All this came after Rammasun killed at least 94 people, damaged more than 100,000 homes and forced almost half a million to evacuate their homes in the Philippines.
And, as I write this, Typhoon Matmo is now threatening the area still reeling from Rammasun. It is the third typhoon to form in the northwest Pacific basin in as many weeks, and the first that will strike Taiwan this year.
While Matmo did not make landfall in the Philippines, heavy rainfall and flooding is still affecting many areas of the country.
This all comes eight months after Super Typhoon Haiyan devastated parts of the Philippines in November 2013. It’s also just a few weeks after StrategicRISK’s latest risk-management roundtable was held in Manila.
Attended by risk and instance professionals from sectors such as energy, finance, telecommunications, water, banking, transport and manufacturing, the event made it clear that the top concern for everyone present was natural catastrophe risk.

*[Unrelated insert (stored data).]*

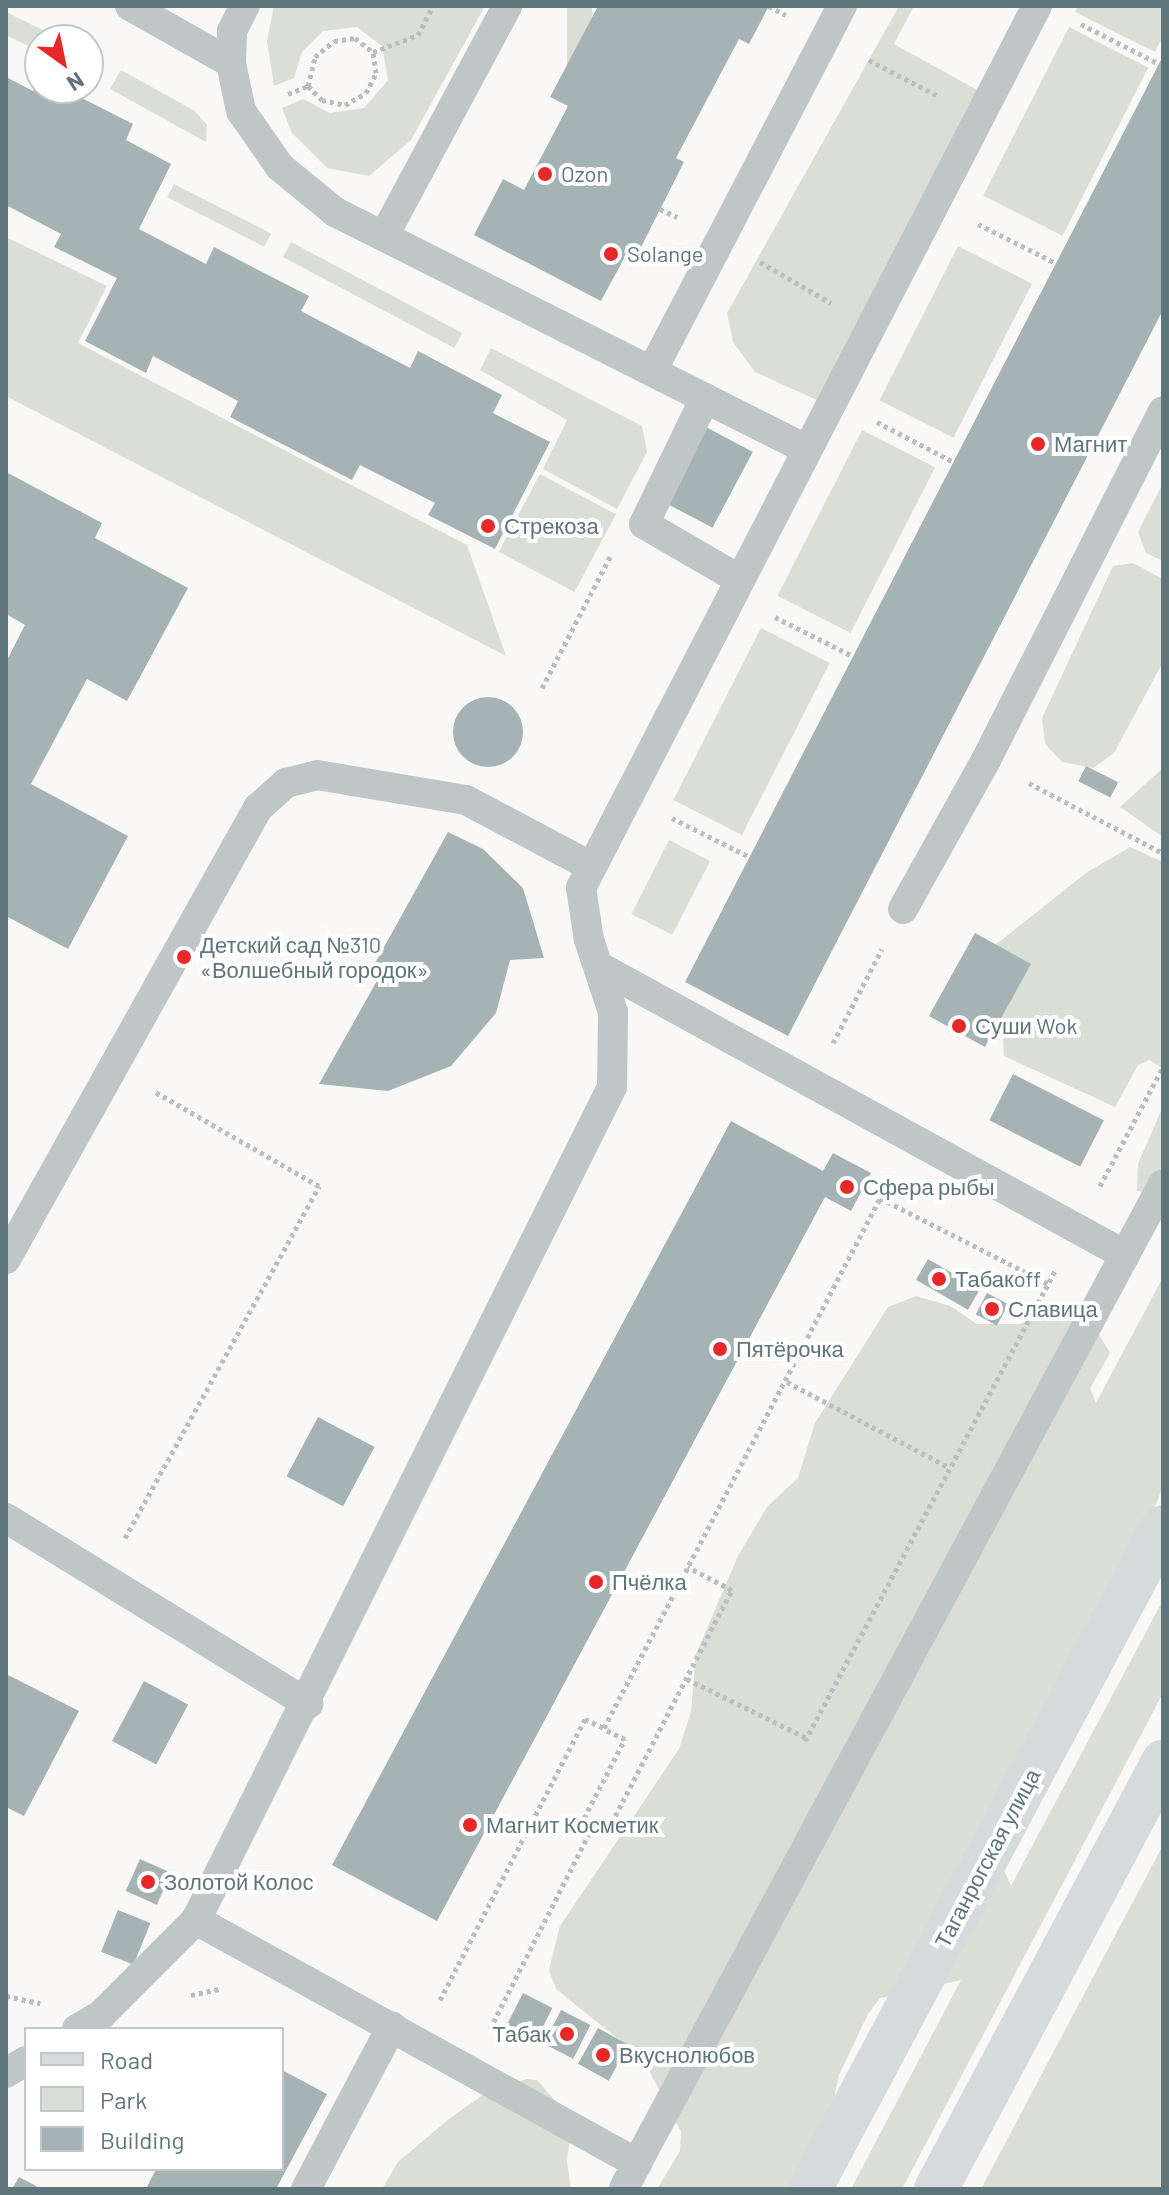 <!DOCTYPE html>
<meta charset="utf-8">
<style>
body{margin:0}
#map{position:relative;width:1169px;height:2195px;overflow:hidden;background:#f9f8f6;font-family:Barlow,sans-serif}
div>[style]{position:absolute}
.green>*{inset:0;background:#daded5;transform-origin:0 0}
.building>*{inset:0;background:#a6b3b5;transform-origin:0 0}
.round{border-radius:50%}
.path>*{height:5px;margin-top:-2.5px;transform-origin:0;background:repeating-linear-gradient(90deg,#b9bfc0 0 4px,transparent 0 8px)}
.lane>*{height:30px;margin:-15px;padding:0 15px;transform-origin:15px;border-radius:15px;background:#bfc6c8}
.primary>*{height:44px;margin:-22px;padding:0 22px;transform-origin:22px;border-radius:22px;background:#d5dbdd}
.dots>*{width:22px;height:22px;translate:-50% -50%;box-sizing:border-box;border:4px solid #fff;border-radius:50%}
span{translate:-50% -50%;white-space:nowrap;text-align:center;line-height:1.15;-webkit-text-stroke:8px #fff;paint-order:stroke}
.poi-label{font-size:22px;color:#5e767b}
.left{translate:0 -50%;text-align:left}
.right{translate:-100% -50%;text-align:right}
.street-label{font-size:22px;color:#5e767b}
.frame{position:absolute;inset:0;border:8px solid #5e767b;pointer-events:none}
.legend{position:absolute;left:24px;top:2027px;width:260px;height:144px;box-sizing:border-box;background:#fff;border:2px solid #bfc8ca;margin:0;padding:10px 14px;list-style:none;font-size:24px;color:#5e767b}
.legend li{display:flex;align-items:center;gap:16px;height:40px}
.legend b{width:40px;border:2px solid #bfc8ca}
.north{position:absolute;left:24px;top:24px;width:80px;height:80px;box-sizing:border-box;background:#fff;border:2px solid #bfc8ca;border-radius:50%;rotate:147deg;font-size:22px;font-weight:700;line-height:32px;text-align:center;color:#5e767b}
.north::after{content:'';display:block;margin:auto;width:28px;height:36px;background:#e62829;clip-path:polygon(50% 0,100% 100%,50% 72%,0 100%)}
</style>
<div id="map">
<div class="green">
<i style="clip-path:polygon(274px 6px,485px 6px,411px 140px,369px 176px,327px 168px,292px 133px,282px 108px,303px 99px,330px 113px,364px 108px,388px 80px,382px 46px,357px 27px,323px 31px,302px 52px,294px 78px,274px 86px,267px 41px)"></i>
<i style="left:567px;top:6px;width:25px;height:212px"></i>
<i style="clip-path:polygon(899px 6px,914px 6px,894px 44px,979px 91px,817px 400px,755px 372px,733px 342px,727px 313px)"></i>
<i style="clip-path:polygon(1078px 6px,1163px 6px,1163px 36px,1155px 52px,1075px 12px)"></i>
<i style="clip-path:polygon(6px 12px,63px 40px,40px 40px,40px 52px,6px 35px)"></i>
<i style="left:1069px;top:27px;width:89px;height:189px;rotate:27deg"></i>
<i style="clip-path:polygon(121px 70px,195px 111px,207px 125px,206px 142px,110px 89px)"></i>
<i style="left:174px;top:184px;width:109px;height:15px;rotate:27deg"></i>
<i style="clip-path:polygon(6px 237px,107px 286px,78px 343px,467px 545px,506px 656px,6px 396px)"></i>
<i style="left:291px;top:242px;width:194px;height:17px;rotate:28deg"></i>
<i style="left:958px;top:246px;width:83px;height:173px;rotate:27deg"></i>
<i style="clip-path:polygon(491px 348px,642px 426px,647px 452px,617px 509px,543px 469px,567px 420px,480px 370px)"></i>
<i style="left:862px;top:430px;width:82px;height:186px;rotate:27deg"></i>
<i style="left:540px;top:474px;width:86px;height:88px;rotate:28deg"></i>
<i style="clip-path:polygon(1163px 483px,1163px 561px,1146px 553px,1138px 532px)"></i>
<i style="clip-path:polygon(1133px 563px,1163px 579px,1163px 662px,1114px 753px,1093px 768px,1062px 762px,1045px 744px,1042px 718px,1113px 566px)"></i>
<i style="left:761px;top:628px;width:77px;height:193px;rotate:27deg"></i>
<i style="clip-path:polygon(1163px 768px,1163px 837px,1120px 807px)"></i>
<i style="left:669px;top:840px;width:46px;height:83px;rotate:27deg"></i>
<i style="clip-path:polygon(1130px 847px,1163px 862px,1163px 1069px,1150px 1060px,1138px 1065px,1115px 1107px,1004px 1056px,1002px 1018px,956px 976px,1086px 873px)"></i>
<i style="clip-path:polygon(1163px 1106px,1163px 1195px,1137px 1191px,1138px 1164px)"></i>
<i style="clip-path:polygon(1163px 1277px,1161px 1491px,1134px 1564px,998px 1856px,1011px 1886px,1163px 1600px,1163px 1693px,902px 2189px,851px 2189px,961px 1980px,880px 1998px,868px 2014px,839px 2075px,815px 2189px,657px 2189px,680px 2151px,681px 2132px,643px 2059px,556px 1989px,549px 1970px,560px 1926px,679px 1749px,691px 1712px,696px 1654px,738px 1556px,767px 1507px,798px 1478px,815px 1423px,888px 1307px,916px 1296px,950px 1306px,977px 1324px,1020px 1324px,1061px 1306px,1082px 1306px,1110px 1353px,1090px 1388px,1096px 1403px)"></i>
<i style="clip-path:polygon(1163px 1845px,1163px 2189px,981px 2189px)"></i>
<i style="clip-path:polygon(527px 2079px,537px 2080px,573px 2121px,567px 2160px,571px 2189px,382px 2189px,398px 2162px,450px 2118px,486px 2093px)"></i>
</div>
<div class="building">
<i style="clip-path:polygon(598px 6px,769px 6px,749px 44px,739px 39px,676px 158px,684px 162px,638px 253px,629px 249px,601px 301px,474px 235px,503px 179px,524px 190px,568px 106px,550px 97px)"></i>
<i style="clip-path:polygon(1163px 56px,1163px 310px,788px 1036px,685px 982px)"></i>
<i style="clip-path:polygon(6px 77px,33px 91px,40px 77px,40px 88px,62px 88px,133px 124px,126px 140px,171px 164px,139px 229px,206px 264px,214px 247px,309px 296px,301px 311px,410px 368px,418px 351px,502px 395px,493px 413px,550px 442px,495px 549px,428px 515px,435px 503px,360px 465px,352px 480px,230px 417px,238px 401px,153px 356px,146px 373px,85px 341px,117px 278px,54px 247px,61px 234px,6px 205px)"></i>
<i style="left:706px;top:427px;width:53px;height:86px;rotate:28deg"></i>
<i style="clip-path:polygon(6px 472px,102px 523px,95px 538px,188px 588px,127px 701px,87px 679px,31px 784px,128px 836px,68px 949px,6px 916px,6px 662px,25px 625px,6px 614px)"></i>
<i class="round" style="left:453px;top:697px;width:70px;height:70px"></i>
<i style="left:1086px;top:766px;width:36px;height:17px;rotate:27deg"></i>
<i style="clip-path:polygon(448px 832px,483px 849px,523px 888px,544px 958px,510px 960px,496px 1013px,451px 1066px,388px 1091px,319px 1084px,383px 970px,374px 965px)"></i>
<i style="left:975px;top:933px;width:64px;height:95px;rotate:29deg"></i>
<i style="left:1013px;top:1074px;width:102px;height:52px;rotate:27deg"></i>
<i style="clip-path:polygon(731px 1121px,823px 1171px,833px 1153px,871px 1173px,851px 1211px,825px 1197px,437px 1921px,332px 1865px)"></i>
<i style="left:928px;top:1259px;width:60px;height:24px;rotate:30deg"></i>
<i style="left:987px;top:1293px;width:24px;height:24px;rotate:28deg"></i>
<i style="left:318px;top:1417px;width:64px;height:67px;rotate:28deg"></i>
<i style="clip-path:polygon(6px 1674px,79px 1711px,24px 1816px,6px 1807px)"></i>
<i style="left:144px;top:1681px;width:50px;height:68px;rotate:28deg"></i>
<i style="left:140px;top:1859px;width:34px;height:35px;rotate:24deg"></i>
<i style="left:118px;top:1910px;width:35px;height:45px;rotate:22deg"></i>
<i style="left:523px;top:1993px;width:33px;height:36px;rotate:27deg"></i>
<i style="left:561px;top:2010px;width:33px;height:38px;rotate:27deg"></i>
<i style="left:598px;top:2028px;width:35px;height:41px;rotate:29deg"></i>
<i style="clip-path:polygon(282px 2070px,327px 2094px,276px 2189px,146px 2189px,156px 2169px,282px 2169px)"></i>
<i style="clip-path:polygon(19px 2177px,42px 2189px,12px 2189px)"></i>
</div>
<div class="path">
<i style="left:769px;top:6px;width:19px;rotate:28deg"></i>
<i style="left:1081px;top:24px;width:88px;rotate:27.1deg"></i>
<i style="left:869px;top:60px;width:78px;rotate:27.6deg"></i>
<i style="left:308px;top:86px;width:20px;rotate:45deg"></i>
<i style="left:322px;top:100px;width:24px;rotate:12deg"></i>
<i style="left:345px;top:105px;width:24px;rotate:-30deg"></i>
<i style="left:366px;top:93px;width:22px;rotate:-63deg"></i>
<i style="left:376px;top:73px;width:21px;rotate:-98deg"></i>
<i style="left:288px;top:94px;width:22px;rotate:-22deg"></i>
<i style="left:308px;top:86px;width:30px;rotate:-76deg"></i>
<i style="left:315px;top:57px;width:25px;rotate:-40deg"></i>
<i style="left:334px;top:41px;width:21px;rotate:-8deg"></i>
<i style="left:355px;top:38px;width:23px;rotate:38deg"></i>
<i style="left:373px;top:52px;width:48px;rotate:-20.7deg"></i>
<i style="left:418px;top:35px;width:33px;rotate:-63deg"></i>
<i style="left:660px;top:209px;width:19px;rotate:25deg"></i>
<i style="left:978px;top:224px;width:87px;rotate:26.6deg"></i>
<i style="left:760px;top:262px;width:82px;rotate:30deg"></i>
<i style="left:877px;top:422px;width:87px;rotate:27.5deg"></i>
<i style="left:775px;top:617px;width:87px;rotate:26.6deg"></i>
<i style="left:542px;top:688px;width:148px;rotate:-62.6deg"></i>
<i style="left:1029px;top:783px;width:151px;rotate:27.6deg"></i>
<i style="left:672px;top:818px;width:87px;rotate:26.6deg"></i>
<i style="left:833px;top:1043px;width:106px;rotate:-62.5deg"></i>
<i style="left:1100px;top:1186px;width:135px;rotate:-62.1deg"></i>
<i style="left:880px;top:1198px;width:190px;rotate:27deg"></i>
<i style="left:787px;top:1382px;width:184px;rotate:27.8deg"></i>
<i style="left:125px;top:1538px;width:402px;rotate:-61.1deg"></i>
<i style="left:319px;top:1186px;width:190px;rotate:-150.1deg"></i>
<i style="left:687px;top:1679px;width:134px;rotate:26.2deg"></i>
<i style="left:805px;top:1741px;width:535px;rotate:-62deg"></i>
<i style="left:594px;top:1824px;width:15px;rotate:23deg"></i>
<i style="left:608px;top:1830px;width:270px;rotate:-62.7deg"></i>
<i style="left:732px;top:1590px;width:50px;rotate:-152.4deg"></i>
<i style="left:191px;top:1995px;width:30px;rotate:-12deg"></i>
<i style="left:6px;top:1996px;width:35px;rotate:12deg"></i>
<i style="left:440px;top:2000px;width:316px;rotate:-62.7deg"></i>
<i style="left:585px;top:1719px;width:21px;rotate:25deg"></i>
<i style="left:604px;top:1728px;width:617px;rotate:-62.48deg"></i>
<i style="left:490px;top:2029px;width:230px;rotate:-63.1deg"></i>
<i style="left:594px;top:1824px;width:12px;rotate:-149deg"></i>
<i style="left:584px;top:1818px;width:89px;rotate:-62.6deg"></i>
<i style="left:625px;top:1739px;width:23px;rotate:-155deg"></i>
</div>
<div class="lane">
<i style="left:130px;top:6px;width:116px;rotate:29.4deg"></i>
<i style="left:231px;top:63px;width:49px;rotate:78.2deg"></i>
<i style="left:241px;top:111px;width:68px;rotate:55.1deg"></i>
<i style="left:280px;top:167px;width:71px;rotate:39.3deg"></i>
<i style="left:335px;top:212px;width:527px;rotate:26.71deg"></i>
<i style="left:231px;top:63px;width:32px;rotate:-88deg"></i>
<i style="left:232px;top:31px;width:28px;rotate:-63deg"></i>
<i style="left:385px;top:234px;width:259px;rotate:-61.8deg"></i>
<i style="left:652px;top:371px;width:411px;rotate:-62.5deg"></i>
<i style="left:705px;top:398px;width:140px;rotate:115.8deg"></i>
<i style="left:644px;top:524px;width:110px;rotate:30.1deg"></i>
<i style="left:903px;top:909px;width:171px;rotate:-60.9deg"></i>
<i style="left:986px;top:760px;width:391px;rotate:-63.1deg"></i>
<i style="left:598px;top:966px;width:601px;rotate:28.74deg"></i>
<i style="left:6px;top:1259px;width:517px;rotate:-60.81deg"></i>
<i style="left:258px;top:808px;width:38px;rotate:-42deg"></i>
<i style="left:286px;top:783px;width:32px;rotate:-14deg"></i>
<i style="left:317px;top:775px;width:151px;rotate:9.5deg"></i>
<i style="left:466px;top:800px;width:140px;rotate:28deg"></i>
<i style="left:6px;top:1518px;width:355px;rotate:31.6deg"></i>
<i style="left:196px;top:1920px;width:504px;rotate:28.86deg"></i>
<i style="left:637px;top:2163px;width:29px;rotate:117deg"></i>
<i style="left:77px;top:2029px;width:28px;rotate:-30deg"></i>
<i style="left:101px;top:2015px;width:134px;rotate:-45deg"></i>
<i style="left:196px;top:1920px;width:931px;rotate:-63.46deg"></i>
<i style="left:612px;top:1087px;width:75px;rotate:-89.2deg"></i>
<i style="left:613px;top:1012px;width:76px;rotate:-108.4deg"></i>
<i style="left:589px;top:940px;width:53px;rotate:-98.7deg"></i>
<i style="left:581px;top:888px;width:993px;rotate:-62.66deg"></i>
<i style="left:6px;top:2073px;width:23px;rotate:-31deg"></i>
<i style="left:637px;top:2163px;width:1111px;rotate:-61.75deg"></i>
<i style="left:306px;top:2189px;width:184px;rotate:-62.2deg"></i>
</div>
<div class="primary">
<i style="left:810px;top:2189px;width:750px;rotate:-61.93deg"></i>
<i style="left:936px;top:2189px;width:484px;rotate:-62deg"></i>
</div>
<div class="dots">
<i style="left:545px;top:174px;background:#e62829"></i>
<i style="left:611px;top:254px;background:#e62829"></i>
<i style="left:1038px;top:444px;background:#e62829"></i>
<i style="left:488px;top:526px;background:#e62829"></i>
<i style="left:184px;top:957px;background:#e62829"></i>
<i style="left:959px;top:1026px;background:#e62829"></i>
<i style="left:847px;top:1187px;background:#e62829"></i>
<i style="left:939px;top:1279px;background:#e62829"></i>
<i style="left:992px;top:1309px;background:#e62829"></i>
<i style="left:720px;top:1349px;background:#e62829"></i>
<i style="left:596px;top:1582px;background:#e62829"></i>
<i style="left:470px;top:1825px;background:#e62829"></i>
<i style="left:148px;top:1882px;background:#e62829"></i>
<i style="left:567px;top:2034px;background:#e62829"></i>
<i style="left:603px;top:2055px;background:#e62829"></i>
</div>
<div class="poi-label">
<span class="left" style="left:561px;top:174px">Ozon</span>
<span class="left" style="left:627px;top:254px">Solange</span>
<span class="left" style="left:1054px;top:444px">Магнит</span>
<span class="left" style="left:504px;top:526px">Стрекоза</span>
<span class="left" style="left:200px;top:957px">Детский сад №310<br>«Волшебный городок»</span>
<span class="left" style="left:975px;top:1026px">Суши Wok</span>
<span class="left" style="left:863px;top:1187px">Сфера рыбы</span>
<span class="left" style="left:955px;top:1279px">Табакoff</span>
<span class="left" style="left:1008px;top:1309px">Славица</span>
<span class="left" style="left:736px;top:1349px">Пятёрочка</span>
<span class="left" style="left:612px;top:1582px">Пчёлка</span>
<span class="left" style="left:486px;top:1825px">Магнит Косметик</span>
<span class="left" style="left:164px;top:1882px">Золотой Колос</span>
<span class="right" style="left:551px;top:2034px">Табак</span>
<span class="left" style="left:619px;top:2055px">Вкуснолюбов</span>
</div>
<div class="street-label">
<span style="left:987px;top:1858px;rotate:-62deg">Таганрогская улица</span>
</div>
<div class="frame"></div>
<ul class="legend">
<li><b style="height:10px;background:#d5dbdd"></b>Road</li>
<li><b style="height:22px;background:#daded5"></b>Park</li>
<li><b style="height:22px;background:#a6b3b5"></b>Building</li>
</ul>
<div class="north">N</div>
</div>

The Philippines is one of the most disaster-stricken countries in the world, with a yearly average of 20 typhoons. Roundtable participants explained that climate change and increasingly destructive weather events posed great challenges to supply chains. Manufacturing facilities and infrastructure projects were at risk from floods and high winds, with many facilities needing to be reinforced and elevated.
These challenges and the many others face by the Philippines will be explored in more detail in StrategicRISK’s upcoming Philippines Risk Report, sponsored by Zurich and supported by the Pan-Asia Risk & Insurance Management Association (PARIMA).